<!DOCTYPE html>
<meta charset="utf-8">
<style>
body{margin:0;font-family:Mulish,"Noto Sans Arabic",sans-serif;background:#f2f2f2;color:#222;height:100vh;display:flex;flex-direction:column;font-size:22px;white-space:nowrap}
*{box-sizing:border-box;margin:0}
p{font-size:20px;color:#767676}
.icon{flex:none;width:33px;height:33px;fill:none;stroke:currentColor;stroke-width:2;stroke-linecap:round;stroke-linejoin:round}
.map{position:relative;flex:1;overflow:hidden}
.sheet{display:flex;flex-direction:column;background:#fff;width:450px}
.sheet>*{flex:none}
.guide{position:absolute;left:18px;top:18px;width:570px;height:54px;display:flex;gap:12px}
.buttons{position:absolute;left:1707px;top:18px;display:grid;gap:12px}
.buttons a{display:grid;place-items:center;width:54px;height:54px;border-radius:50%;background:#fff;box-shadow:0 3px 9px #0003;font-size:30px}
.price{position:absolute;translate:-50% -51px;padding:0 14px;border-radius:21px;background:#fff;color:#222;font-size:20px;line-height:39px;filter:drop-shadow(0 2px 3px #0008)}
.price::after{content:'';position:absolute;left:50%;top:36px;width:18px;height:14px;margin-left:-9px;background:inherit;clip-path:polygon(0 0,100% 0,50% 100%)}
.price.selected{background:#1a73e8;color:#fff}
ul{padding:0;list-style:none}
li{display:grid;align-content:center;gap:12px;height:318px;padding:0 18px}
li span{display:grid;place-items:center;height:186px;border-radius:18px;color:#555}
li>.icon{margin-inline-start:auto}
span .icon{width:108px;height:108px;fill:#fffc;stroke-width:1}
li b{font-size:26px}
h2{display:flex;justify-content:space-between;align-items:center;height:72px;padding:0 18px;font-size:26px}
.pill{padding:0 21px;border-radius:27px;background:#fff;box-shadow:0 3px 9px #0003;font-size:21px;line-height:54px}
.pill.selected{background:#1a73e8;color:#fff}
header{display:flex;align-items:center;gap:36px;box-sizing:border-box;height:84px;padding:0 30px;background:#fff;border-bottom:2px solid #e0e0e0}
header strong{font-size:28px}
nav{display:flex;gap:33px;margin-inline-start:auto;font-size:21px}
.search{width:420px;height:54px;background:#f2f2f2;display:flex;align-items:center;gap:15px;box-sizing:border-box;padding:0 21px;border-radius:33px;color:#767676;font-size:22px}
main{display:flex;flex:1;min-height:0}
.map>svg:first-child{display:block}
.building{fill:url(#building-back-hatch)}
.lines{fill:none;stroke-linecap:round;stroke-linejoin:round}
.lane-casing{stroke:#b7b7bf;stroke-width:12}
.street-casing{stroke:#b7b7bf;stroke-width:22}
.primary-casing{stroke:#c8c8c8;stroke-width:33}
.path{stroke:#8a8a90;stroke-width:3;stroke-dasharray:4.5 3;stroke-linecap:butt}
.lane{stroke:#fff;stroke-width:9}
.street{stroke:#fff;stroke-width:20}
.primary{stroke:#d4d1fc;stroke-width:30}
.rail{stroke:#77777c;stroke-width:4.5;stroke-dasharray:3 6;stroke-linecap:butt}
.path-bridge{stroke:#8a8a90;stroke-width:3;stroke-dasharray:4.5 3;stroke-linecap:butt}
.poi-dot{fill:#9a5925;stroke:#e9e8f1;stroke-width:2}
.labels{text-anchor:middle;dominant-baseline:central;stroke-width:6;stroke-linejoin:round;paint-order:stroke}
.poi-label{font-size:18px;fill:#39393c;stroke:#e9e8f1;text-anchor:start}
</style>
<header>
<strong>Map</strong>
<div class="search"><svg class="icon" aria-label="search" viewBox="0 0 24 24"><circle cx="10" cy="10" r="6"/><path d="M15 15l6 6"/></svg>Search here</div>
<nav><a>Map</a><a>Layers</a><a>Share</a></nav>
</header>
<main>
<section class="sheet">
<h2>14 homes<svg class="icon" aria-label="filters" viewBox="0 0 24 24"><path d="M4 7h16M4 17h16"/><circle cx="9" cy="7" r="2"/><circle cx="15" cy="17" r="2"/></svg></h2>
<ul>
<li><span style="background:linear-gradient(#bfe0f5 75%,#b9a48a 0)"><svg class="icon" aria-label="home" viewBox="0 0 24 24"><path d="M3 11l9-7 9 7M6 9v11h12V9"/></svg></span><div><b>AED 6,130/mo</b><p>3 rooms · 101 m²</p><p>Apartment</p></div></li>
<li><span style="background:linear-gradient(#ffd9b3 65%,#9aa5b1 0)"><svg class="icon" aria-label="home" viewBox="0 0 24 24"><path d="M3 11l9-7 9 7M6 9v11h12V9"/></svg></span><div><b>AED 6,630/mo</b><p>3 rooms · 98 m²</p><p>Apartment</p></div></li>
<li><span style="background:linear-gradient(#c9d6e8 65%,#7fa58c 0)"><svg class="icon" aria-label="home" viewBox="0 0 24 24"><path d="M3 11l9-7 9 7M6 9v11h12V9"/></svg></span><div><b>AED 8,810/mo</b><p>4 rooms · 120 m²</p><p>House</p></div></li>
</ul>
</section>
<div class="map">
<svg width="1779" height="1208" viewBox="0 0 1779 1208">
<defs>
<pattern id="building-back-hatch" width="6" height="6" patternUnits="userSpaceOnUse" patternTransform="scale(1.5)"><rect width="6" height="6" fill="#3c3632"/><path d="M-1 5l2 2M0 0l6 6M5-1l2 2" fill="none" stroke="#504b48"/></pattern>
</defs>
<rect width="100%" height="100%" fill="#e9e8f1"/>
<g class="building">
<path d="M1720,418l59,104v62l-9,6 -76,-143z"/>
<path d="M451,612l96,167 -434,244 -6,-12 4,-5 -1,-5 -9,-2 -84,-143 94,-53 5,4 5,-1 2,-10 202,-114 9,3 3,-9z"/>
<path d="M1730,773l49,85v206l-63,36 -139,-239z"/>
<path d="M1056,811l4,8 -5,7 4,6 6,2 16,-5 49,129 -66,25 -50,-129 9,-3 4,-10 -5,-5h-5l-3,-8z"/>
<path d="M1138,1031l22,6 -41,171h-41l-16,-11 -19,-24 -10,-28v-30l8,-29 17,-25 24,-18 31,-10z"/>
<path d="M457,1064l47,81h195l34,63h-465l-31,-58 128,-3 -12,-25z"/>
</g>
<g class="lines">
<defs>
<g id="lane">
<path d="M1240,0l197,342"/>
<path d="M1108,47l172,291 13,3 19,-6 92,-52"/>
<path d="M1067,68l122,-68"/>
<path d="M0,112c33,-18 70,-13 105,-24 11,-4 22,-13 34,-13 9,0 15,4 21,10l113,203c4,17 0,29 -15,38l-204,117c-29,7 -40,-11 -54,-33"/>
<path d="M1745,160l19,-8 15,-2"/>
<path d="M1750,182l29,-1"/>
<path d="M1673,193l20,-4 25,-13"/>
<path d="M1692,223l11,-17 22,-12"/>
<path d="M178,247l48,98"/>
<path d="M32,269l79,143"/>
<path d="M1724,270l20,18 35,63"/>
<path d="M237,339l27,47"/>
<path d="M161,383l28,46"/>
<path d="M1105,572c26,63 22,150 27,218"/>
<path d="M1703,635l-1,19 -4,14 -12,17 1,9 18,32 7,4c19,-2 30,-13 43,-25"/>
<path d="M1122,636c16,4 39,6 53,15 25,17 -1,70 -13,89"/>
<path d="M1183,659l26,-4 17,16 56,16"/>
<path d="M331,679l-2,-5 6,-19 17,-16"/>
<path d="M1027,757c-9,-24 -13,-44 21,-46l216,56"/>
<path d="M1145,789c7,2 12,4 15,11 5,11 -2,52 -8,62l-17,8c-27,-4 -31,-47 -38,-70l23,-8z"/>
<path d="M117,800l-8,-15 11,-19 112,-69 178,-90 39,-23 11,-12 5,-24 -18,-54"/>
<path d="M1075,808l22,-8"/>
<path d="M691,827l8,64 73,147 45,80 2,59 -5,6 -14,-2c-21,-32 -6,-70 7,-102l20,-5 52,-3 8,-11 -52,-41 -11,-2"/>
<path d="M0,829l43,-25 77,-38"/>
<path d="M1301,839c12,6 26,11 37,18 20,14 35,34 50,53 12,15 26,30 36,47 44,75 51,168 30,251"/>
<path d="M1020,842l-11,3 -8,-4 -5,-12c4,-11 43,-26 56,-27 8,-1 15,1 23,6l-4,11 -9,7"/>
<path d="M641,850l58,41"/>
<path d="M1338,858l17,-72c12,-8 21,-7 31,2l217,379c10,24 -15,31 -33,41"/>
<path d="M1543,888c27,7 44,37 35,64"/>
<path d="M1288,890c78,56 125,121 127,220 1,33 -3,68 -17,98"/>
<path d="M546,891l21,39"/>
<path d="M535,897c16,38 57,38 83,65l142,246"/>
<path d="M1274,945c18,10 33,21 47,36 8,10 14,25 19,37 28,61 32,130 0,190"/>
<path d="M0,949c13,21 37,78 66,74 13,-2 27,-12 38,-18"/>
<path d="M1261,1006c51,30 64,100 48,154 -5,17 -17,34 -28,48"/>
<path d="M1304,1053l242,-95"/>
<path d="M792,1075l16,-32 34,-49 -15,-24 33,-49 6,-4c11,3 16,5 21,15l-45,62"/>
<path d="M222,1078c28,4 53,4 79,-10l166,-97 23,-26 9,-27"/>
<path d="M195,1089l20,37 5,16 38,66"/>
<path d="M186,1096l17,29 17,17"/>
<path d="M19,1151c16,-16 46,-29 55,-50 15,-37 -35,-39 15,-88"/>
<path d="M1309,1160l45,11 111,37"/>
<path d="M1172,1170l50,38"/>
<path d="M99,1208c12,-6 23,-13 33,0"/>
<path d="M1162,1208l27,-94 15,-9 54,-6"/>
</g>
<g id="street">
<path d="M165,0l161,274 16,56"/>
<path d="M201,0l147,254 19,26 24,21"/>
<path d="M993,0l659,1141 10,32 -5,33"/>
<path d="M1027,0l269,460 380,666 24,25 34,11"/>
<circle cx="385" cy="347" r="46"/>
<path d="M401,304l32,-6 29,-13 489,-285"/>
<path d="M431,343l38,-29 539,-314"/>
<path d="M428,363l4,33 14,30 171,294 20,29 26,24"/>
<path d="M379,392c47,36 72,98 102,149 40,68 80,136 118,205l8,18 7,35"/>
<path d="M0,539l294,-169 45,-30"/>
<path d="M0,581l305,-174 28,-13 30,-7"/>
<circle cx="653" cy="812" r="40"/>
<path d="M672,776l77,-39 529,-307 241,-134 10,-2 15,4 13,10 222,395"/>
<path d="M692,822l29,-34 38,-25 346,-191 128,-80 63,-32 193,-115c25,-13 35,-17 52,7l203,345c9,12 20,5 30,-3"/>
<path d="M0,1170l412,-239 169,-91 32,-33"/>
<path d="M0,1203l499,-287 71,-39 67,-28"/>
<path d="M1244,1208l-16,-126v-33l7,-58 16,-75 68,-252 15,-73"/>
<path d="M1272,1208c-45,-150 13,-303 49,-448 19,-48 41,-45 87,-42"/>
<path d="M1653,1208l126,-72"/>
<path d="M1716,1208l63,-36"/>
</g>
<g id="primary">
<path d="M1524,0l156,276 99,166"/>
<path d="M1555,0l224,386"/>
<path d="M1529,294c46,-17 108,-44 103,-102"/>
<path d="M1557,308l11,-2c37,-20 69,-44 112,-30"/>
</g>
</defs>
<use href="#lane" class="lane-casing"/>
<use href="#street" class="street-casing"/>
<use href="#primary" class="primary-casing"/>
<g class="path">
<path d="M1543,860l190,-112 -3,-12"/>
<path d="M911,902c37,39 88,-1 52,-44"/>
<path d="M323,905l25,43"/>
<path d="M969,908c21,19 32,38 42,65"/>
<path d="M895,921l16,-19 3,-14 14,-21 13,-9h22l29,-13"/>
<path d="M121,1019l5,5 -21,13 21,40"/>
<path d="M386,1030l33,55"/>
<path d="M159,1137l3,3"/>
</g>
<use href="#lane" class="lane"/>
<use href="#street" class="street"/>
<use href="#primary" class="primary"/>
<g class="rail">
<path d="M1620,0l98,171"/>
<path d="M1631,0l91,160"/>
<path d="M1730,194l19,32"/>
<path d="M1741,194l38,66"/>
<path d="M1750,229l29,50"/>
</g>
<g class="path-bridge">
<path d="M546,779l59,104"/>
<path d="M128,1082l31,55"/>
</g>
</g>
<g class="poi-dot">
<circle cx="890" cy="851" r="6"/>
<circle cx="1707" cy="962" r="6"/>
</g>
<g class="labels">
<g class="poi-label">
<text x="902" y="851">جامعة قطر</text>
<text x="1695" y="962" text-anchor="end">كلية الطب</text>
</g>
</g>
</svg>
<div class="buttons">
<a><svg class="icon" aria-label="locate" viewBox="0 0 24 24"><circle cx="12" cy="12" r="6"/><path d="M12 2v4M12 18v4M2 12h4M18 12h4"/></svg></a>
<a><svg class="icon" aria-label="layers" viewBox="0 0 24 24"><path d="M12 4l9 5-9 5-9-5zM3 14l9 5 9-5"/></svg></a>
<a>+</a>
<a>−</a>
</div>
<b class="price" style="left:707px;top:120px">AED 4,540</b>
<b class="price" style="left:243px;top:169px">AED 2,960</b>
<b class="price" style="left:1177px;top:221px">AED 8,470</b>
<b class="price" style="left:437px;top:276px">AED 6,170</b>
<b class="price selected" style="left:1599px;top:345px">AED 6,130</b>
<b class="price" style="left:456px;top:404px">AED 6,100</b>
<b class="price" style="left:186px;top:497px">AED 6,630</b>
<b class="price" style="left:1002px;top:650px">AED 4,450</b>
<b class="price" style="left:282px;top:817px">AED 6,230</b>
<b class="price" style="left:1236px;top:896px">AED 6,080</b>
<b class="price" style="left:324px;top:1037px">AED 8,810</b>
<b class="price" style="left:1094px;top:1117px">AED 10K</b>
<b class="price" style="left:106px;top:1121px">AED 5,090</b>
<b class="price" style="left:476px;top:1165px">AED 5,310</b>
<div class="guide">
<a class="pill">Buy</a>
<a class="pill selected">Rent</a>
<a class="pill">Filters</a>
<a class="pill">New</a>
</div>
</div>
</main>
· · ·
# Your assignment
In the listing, find every line containing the word "labels" and list it.

# Answer below
.labels{text-anchor:middle;dominant-baseline:central;stroke-width:6;stroke-linejoin:round;paint-order:stroke}
<g class="labels">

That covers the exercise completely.